そして、その呼称は、日本社会にしっかりと根を張り、やがて世界に飛び立ち、いまや国際用語となって世界から注目されるようになりました。

過労死・過労自殺の、いま。

20年前から始まった相談活動も定着し、やがて、それは、「日本社会の働き方を見直す」取り組みにも大きな影響を与えています。

しかし、「通達の壁」は依然存在します。80時間・100時間という数字の一人歩きは、もっとも警戒されたところです。労働や負荷の実態に迫った認定手続が求められています。それでも、認定は大きく前進しています。20年前には、裁判でしか勝利することが難しかったような事例も、監督署の段階で認定されるようになりました。

特に、過労自殺について、認定をさせやすくなったことは、なによりです。

この40年間を振り返ると、「通達の壁」を乗り越え、認定闘争が着実に前進してきたことが手に取るように分かります。
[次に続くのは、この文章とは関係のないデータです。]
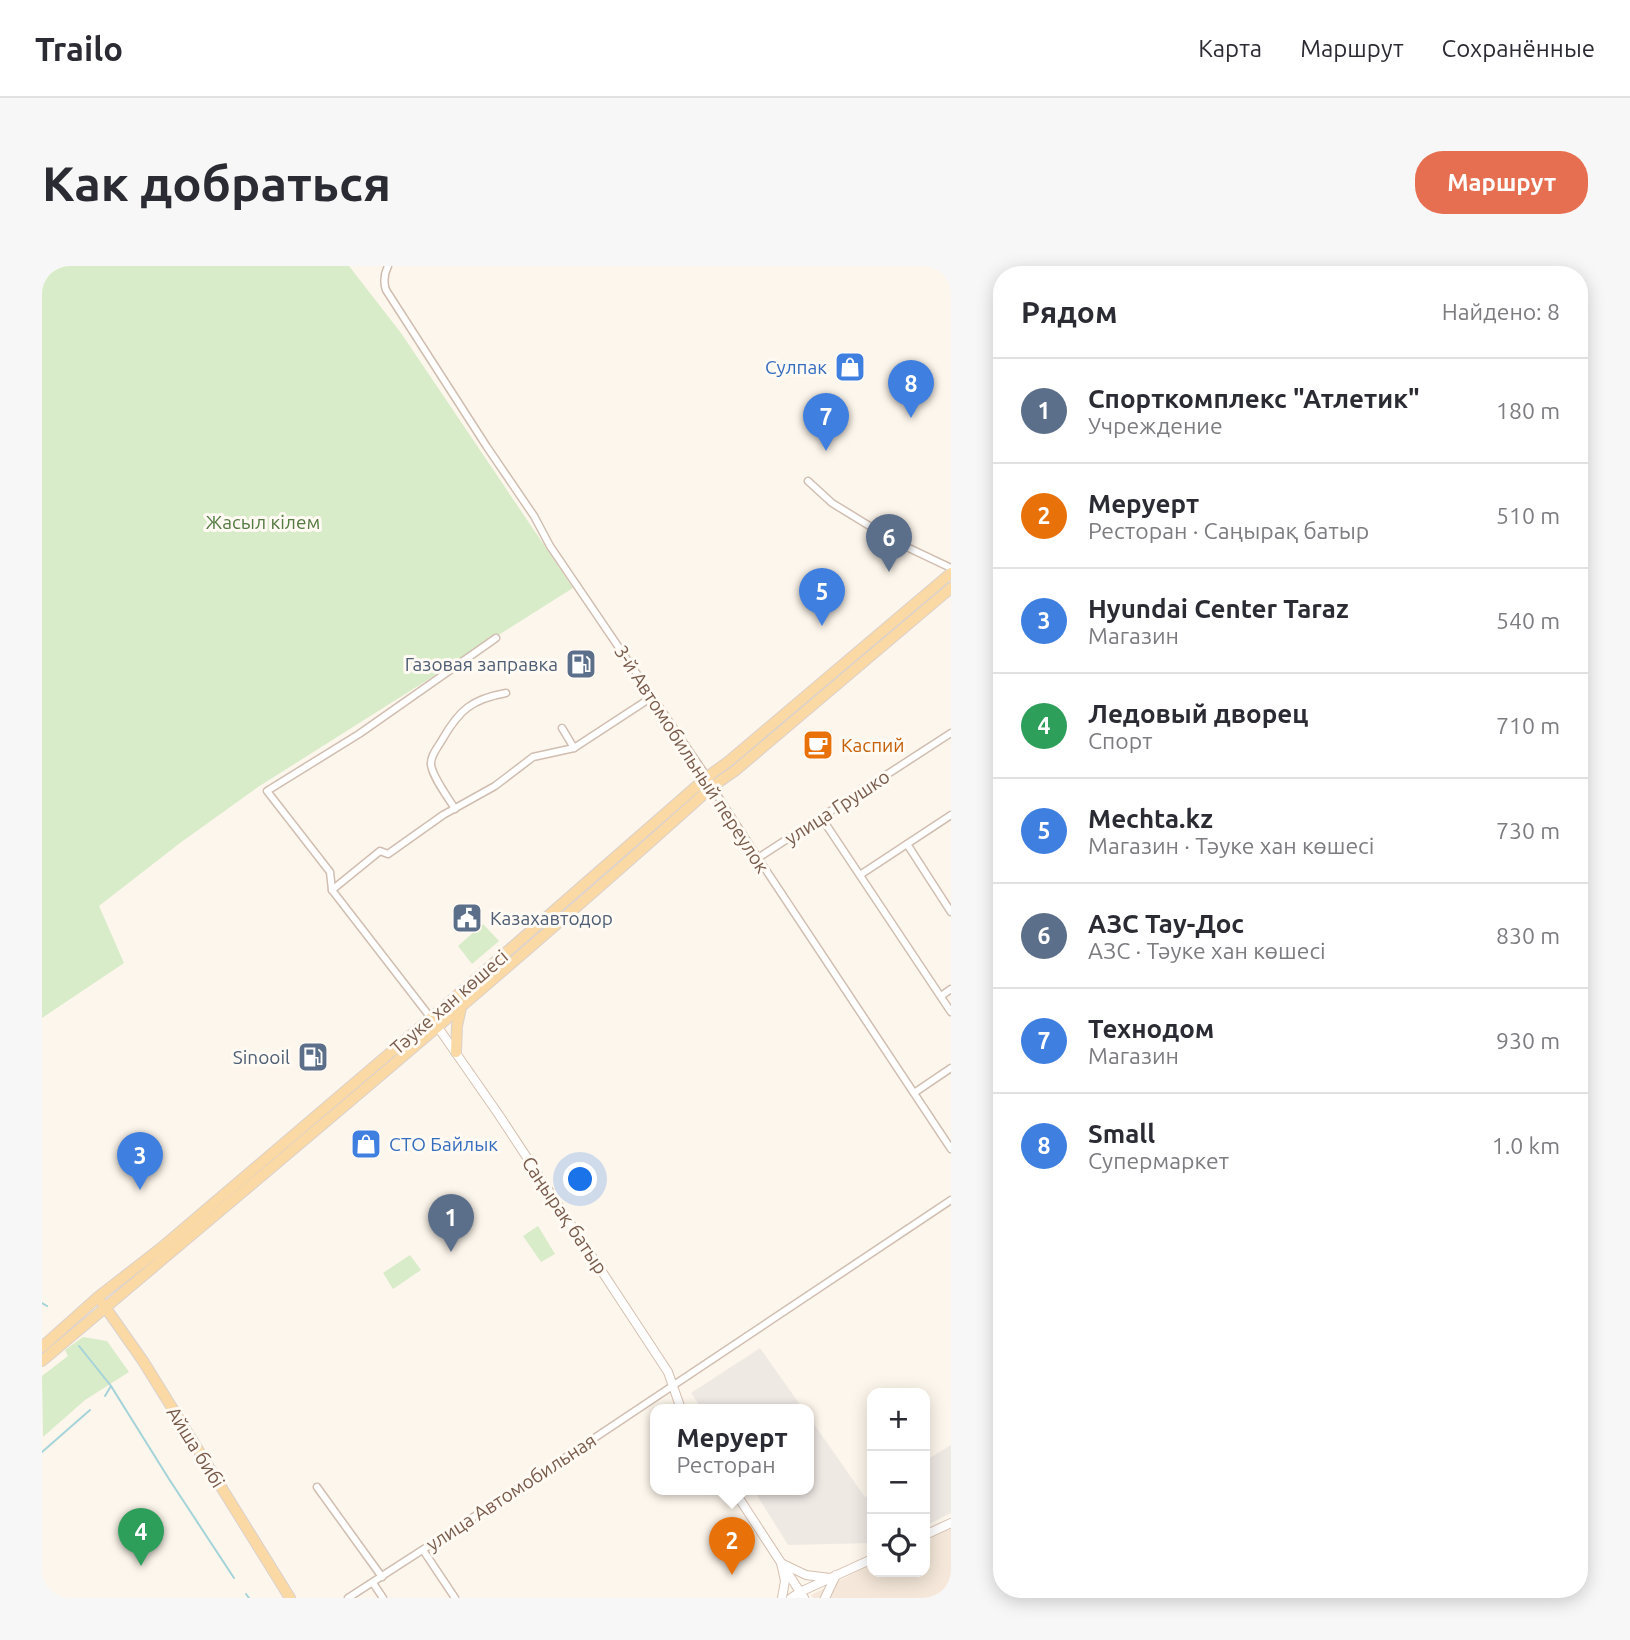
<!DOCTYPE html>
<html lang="ru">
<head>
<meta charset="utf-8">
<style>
	:root { --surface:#fff; --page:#f7f7f7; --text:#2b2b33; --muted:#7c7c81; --line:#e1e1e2; --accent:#e76f51 }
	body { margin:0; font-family:Ubuntu,sans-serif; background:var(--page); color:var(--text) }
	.controls { position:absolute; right:21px; bottom:21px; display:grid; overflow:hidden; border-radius:14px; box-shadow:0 4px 18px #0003 }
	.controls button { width:63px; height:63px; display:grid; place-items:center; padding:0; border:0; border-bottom:2px solid var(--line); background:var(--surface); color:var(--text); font:35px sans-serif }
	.you { position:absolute; left:539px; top:914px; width:24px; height:24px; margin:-18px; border:5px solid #fff; border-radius:50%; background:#1a73e8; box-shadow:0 0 0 10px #1a73e833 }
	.badge { display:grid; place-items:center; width:46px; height:46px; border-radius:50%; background:var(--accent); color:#fff; font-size:23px; font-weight:700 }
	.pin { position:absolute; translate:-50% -58px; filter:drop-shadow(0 2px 4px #0008) }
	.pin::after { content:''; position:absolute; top:37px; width:24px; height:21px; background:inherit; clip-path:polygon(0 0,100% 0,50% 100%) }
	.popup { position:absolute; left:608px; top:1138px; width:164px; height:91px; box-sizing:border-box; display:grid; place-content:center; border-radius:14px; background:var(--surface); filter:drop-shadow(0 2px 5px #0005); font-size:23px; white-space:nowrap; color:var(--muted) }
	.popup b { font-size:26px; color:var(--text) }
	.popup::after { content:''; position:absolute; left:50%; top:100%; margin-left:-14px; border:14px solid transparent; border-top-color:var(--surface) }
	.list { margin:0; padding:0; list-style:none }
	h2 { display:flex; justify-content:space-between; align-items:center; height:91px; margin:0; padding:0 28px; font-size:30px }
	h2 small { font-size:23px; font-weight:400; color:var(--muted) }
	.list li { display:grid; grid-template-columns:46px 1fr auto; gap:21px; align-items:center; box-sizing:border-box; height:105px; padding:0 28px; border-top:2px solid var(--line) }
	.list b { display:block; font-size:26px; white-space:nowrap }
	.list p { margin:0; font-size:23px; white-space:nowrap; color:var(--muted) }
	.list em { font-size:23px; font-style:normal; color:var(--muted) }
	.icon { flex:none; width:38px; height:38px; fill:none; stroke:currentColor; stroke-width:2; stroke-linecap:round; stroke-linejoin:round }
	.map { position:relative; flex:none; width:909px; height:1332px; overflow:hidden; border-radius:28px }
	header { display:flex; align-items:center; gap:42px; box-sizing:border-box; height:98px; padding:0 35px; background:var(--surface); border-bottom:2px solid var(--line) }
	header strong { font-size:33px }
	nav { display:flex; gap:38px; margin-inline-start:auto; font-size:24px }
	.intro { display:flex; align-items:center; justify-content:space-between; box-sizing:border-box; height:168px; padding:0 42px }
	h1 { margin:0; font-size:49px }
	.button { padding:18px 32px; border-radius:28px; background:var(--accent); color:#fff; font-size:24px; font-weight:700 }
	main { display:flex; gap:42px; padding:0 42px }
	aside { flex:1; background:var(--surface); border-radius:28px; box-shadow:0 4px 18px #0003 }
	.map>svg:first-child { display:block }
	.residential { fill:#f5e8da }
	.industrial { fill:#efe9e4 }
	.green { fill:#d8ecc9 }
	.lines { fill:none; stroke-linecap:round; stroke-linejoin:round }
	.stream { stroke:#a5d3da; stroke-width:2 }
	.street-casing { stroke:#d1beb0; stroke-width:9 }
	.secondary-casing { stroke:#d6c0b0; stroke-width:10 }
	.primary-casing { stroke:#dad1cd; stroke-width:12 }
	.street { stroke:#fff; stroke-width:6 }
	.secondary { stroke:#fff; stroke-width:8 }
	.primary { stroke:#fbd9a5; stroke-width:10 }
	.labels { text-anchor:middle; stroke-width:6; stroke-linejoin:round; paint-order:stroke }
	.shop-label { font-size:19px; fill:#366cbe; stroke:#fffaf3; text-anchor:end }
	.park-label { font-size:19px; fill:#537a41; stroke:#fffaf3 }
	.service-label { font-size:19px; fill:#4e5e75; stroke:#fffaf3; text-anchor:end }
	.food-label { font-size:19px; fill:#c56008; stroke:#fffaf3; text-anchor:start }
	.street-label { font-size:19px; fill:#7a5c4d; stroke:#fffaf3 }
</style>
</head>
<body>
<header>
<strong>Trailo</strong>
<nav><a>Карта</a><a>Маршрут</a><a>Сохранённые</a></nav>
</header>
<div class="intro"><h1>Как добраться</h1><a class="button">Маршрут</a></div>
<main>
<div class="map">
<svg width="909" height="1332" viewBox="0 0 909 1332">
	<rect width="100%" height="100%" fill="#fdf6ec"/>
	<path class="residential" d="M909,1257V1332H771L769,1329L830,1298V1306H883V1270Z"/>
	<g class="industrial">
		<path d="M718,1082L761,1143H660L649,1127Z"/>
		<path d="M767,1151L823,1231L830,1227V1277L746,1279L711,1223H767Z"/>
		<path d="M909,1179V1247L883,1260V1195Z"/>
	</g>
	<g class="green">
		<path d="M0,0H307L359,67L531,322L216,521L138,577L57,640L82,697L0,752Z"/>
		<path d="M441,658L457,675L430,698L416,680Z"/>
		<path d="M496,960L513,988L499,996L481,970Z"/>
		<path d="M368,989L379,1004L351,1023L341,1007Z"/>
		<path d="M41,1071L65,1075L87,1106L43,1134L1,1171L0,1110L26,1090L23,1084Z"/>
	</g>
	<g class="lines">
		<g class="stream">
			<path d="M0,1037L5,1040"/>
			<path d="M37,1080L69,1120L63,1130"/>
			<path d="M69,1120L127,1213L192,1312"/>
			<path d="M0,1186L48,1144"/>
			<path d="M204,1328L207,1332"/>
		</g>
		<g class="street-casing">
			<g id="street">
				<path d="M346,0C342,8 341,15 344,24L445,181L492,250L508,280L671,520L677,532L716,592L909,883"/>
				<path d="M766,215L790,237L852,275L909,302"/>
				<path d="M520,462L532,482"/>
				<path d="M413,543C406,531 391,512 389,499C388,490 396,481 400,474C417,444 430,433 464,427"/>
				<path d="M779,551L909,746"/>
				<path d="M865,578L909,646"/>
				<path d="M716,592L909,467"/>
				<path d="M818,609L909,549"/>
				<path d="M290,624L338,585L346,588L401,549L453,520L491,491L532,482L610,431"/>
				<path d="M899,730L909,723"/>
				<path d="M389,752L290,624L288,606L225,525L317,468L454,372"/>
				<path d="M872,827L909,802"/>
				<path d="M275,1221L340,1311"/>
				<path d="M381,1284L413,1332"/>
				<path d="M331,1317L341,1332"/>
				<path d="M306,1332L521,1193L909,934"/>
			</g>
		</g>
		<g class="secondary-casing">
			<g id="secondary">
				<path d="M393,757L457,849L626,1106L639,1143"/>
				<path d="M691,1223L762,1332"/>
				<path d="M883,1269L909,1257"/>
				<path d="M740,1332L743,1315L739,1297L764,1309L788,1312"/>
				<path d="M749,1332L758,1326L830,1293"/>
				<path d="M783,1332L794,1309"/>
			</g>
		</g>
		<g class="primary-casing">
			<g id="primary">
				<path d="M414,786L415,760L419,742"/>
				<path d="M61,1038L101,1095L248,1332"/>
				<path d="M0,1081L56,1031L119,982L389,752L665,511L687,495L909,307"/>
				<path d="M0,1095C225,905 452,717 671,520L694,504L909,322"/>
			</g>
		</g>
		<use href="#street" class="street"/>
		<use href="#secondary" class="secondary"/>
		<use href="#primary" class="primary"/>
	</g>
	<defs>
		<g id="shop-square" transform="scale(1.575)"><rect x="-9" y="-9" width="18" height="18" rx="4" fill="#3f7fe0" stroke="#fffaf3"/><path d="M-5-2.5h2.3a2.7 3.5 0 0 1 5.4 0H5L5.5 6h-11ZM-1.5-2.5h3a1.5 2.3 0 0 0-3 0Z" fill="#fff"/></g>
		<g id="fuel-square" transform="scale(1.575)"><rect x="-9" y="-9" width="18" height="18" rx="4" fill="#5c6f8a" stroke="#fffaf3"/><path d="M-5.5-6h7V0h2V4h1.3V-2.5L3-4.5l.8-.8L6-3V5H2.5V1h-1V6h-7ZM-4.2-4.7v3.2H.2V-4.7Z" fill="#fff"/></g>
		<g id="cafe-square" transform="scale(1.575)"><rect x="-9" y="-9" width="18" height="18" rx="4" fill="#e8710a" stroke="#fffaf3"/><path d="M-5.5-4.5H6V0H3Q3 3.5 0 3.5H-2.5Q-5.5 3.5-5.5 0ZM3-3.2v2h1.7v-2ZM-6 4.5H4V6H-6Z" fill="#fff"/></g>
		<g id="civic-square" transform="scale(1.575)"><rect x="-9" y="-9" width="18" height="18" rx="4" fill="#5c6f8a" stroke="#fffaf3"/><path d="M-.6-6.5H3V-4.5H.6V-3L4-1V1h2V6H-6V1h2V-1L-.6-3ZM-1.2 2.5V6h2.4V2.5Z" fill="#fff"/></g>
	</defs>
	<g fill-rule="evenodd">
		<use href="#shop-square" x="808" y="101"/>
		<use href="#fuel-square" x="539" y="398"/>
		<use href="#cafe-square" x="776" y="479"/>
		<use href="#civic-square" x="425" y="652"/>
		<use href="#fuel-square" x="271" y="791"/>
		<use href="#shop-square" x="324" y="878"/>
	</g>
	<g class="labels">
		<g class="shop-label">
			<text x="785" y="108">Сулпак</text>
			<text x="347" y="885" text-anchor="start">СТО Байлык</text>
		</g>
		<g class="park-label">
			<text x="221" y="263">Жасыл кілем</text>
		</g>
		<g class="service-label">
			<text x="516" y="405">Газовая заправка</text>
			<text x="448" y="659" text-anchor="start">Казахавтодор</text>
			<text x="248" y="798">Sinooil</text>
		</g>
		<g class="food-label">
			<text x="799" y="486">Каспий</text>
		</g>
		<g class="street-label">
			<text transform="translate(650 493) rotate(57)" y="7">3-й Автомобильный переулок</text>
			<text transform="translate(795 541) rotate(-33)" y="7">улица Грушко</text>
			<text transform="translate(407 736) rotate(-41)" y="7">Тәуке хан көшесі</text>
			<text transform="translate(523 949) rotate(56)" y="7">Саңырақ батыр</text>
			<text transform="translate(154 1181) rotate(58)" y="7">Айша бибі</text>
			<text transform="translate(469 1226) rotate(-33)" y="7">улица Автомобильная</text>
		</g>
	</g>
</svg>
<div class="controls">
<button>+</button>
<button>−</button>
<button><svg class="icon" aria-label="locate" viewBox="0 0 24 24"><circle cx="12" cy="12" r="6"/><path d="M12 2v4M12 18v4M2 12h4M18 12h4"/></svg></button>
</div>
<div class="you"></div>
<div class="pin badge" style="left:409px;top:986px;background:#5c6f8a">1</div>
<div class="pin badge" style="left:690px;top:1309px;background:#e8710a">2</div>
<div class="popup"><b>Меруерт</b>Ресторан</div>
<div class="pin badge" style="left:98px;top:924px;background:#3f7fe0">3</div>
<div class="pin badge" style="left:99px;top:1300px;background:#2e9e5b">4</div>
<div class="pin badge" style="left:780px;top:360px;background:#3f7fe0">5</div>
<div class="pin badge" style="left:847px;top:306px;background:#5c6f8a">6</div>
<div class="pin badge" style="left:784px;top:185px;background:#3f7fe0">7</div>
<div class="pin badge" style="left:869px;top:152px;background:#3f7fe0">8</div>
</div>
<aside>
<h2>Рядом<small>Найдено: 8</small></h2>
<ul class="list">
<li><span class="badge" style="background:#5c6f8a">1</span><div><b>Спорткомплекс &quot;Атлетик&quot;</b><p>Учреждение</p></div><em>180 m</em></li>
<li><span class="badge" style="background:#e8710a">2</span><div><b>Меруерт</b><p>Ресторан · Саңырақ батыр</p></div><em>510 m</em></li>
<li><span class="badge" style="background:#3f7fe0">3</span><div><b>Hyundai Center Taraz</b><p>Магазин</p></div><em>540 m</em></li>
<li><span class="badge" style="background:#2e9e5b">4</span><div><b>Ледовый дворец</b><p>Спорт</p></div><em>710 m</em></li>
<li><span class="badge" style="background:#3f7fe0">5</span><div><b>Mechta.kz</b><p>Магазин · Тәуке хан көшесі</p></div><em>730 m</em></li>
<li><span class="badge" style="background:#5c6f8a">6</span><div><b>АЗС Тау-Дос</b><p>АЗС · Тәуке хан көшесі</p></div><em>830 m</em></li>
<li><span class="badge" style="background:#3f7fe0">7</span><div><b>Технодом</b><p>Магазин</p></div><em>930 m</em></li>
<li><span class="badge" style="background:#3f7fe0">8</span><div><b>Small</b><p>Супермаркет</p></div><em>1.0 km</em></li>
</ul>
</aside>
</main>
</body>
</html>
過労死・過労自殺で、もっとも大切なことは、発症した直後の取り組みの重要性です。「十分な証拠」が不可欠であることは、むかしもいまも変わりありません。弁護士への依頼が、むかしと比べると随分と早い段階からになりました。そのため、証拠収集は、相当やりやすくなっています。それでもなお、事業所の協力は、十分得られず、周りの協力も得られない時は大変です。私たちに証拠収集のための特別な力を付与する立法が必要です。

過労死・過労自殺の認定は、遺族の救済にとって不可欠です。そして職場を変える大きな力になります。やがて、それが日本社会全体を大きく動かす巨大な力になることを信じて、今も一つひとつの認定闘争に取り組んでいます。